In order to further evaluate our model’s performance, we prepared CSD20 dataset based on Cambridge Structure Database (CSD), which is a curated and comprehensive repository for crystal structures of small organic molecules.⁷³ Here, starting from the crystal structure for each molecule which appears both in Mol20 and CSD, we directly conducted MMFF optimization, DFT optimization and molecular energy calculation. Our constructed CSD20 dataset includes 39,816 molecules with no larger than 20 heavy atoms (C, N, O, F, P, S, Cl, Br). Since some molecules have multiple crystal structures in CSD, the unique number of molecules in CSD20 is 33,572. RMSD between crystal structure and optimized geometry for molecules in CSD20 have been computed and shown in Table 2 and Figure S4.

METHOD

A. Deep Learning Models

In our previous work, we developed DTNN_7ib model based on deep tensor neural network³⁶ which achieved 0.34 kcal/mol MAE on QM9. To overcome the application limitation caused by using DFT optimized geometry as model inputs, we applied transfer learning and built models to predict molecular energy at DFT level using MMFF optimized geometries and atomic vectors learnt from DTNN_7ib.³⁸

Recently, PhysNet has been introduced and it has achieved state-of-the-art performance on QM9 dataset for molecular energy prediction.⁴⁷ The architecture of PhysNet (Figure 3A) was inspired by both ScheNet⁸² and HIP-NN²⁸. Similar to many other deep learning models for molecular energy prediction based on 3D geometries, the input of PhysNet includes a nuclear charge vector Z and a pairwise distance matrix.

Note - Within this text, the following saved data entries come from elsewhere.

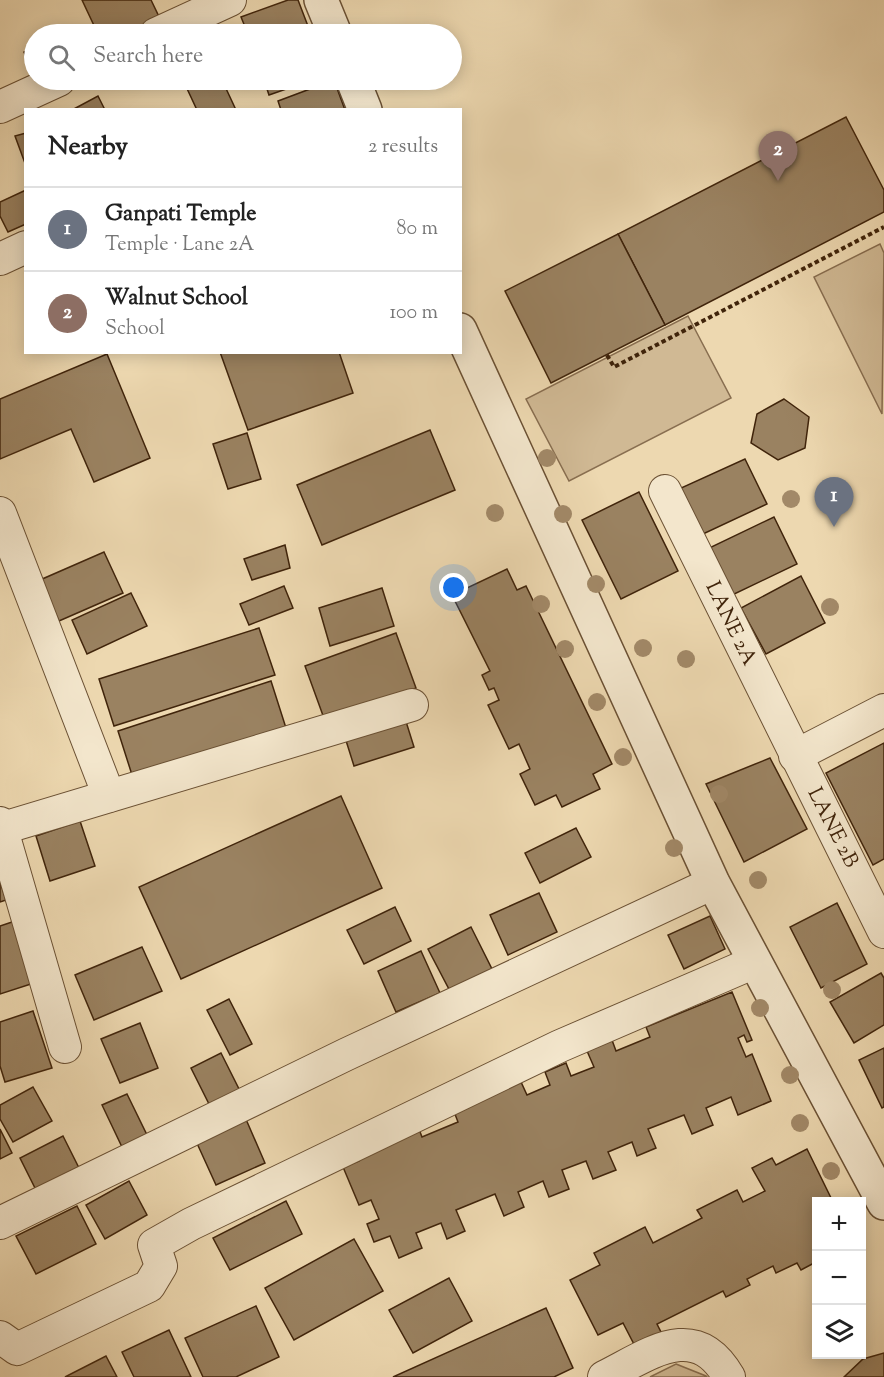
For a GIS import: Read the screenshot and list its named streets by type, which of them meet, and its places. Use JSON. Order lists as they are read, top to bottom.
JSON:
{
  "streets": {
    "street": ["LANE 2A", "LANE 2B"]
  },
  "crossings": [
    ["LANE 2A", "LANE 2B"]
  ],
  "page": {
    "search": "Search here",
    "heading": ["Nearby", "2 results"],
    "pins": ["2", "1"],
    "list": [
      {
        "mark": "1",
        "name": "Ganpati Temple",
        "note": "Temple · Lane 2A",
        "value": "80 m"
      },
      {
        "mark": "2",
        "name": "Walnut School",
        "note": "School",
        "value": "100 m"
      }
    ],
    "map_buttons": ["+", "−"]
  }
}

To obtain the initial atom vector $x_{i}^{0}$ , atom nuclear charge vector Z_i is mapped to embedding vectors e_z composed of learnable parameters. The initial atom vector $x_{i}^{0}$ is passed to N_module modules that have the same composition but independent parameters. Each module contains an interaction block, $N_{residual}^{atomic}$ atomic residual blocks and one output block. In the interaction block, the atom vector x is updated by accounting for its local environment as following:

x_{i}^{l + 1} = u^{l} \circ x_{i}^{l} + f (v_{i}^{l})

where u^l is a learnable parameter vector, f is a neural network which compose of multiple $(N_{residual}^{interaction})$ residual layers and one linear layer, and $v_{i}^{l}$ is the message accounting for the local environments. $v_{i}^{l}$ can be obtained by a message pass layer:

v_{i}^{l} = g_{self} (x_{i}^{l}) + \sum_{j \in N_{i}} g_{neighbor} (x_{j}^{l}, R B F_{j i})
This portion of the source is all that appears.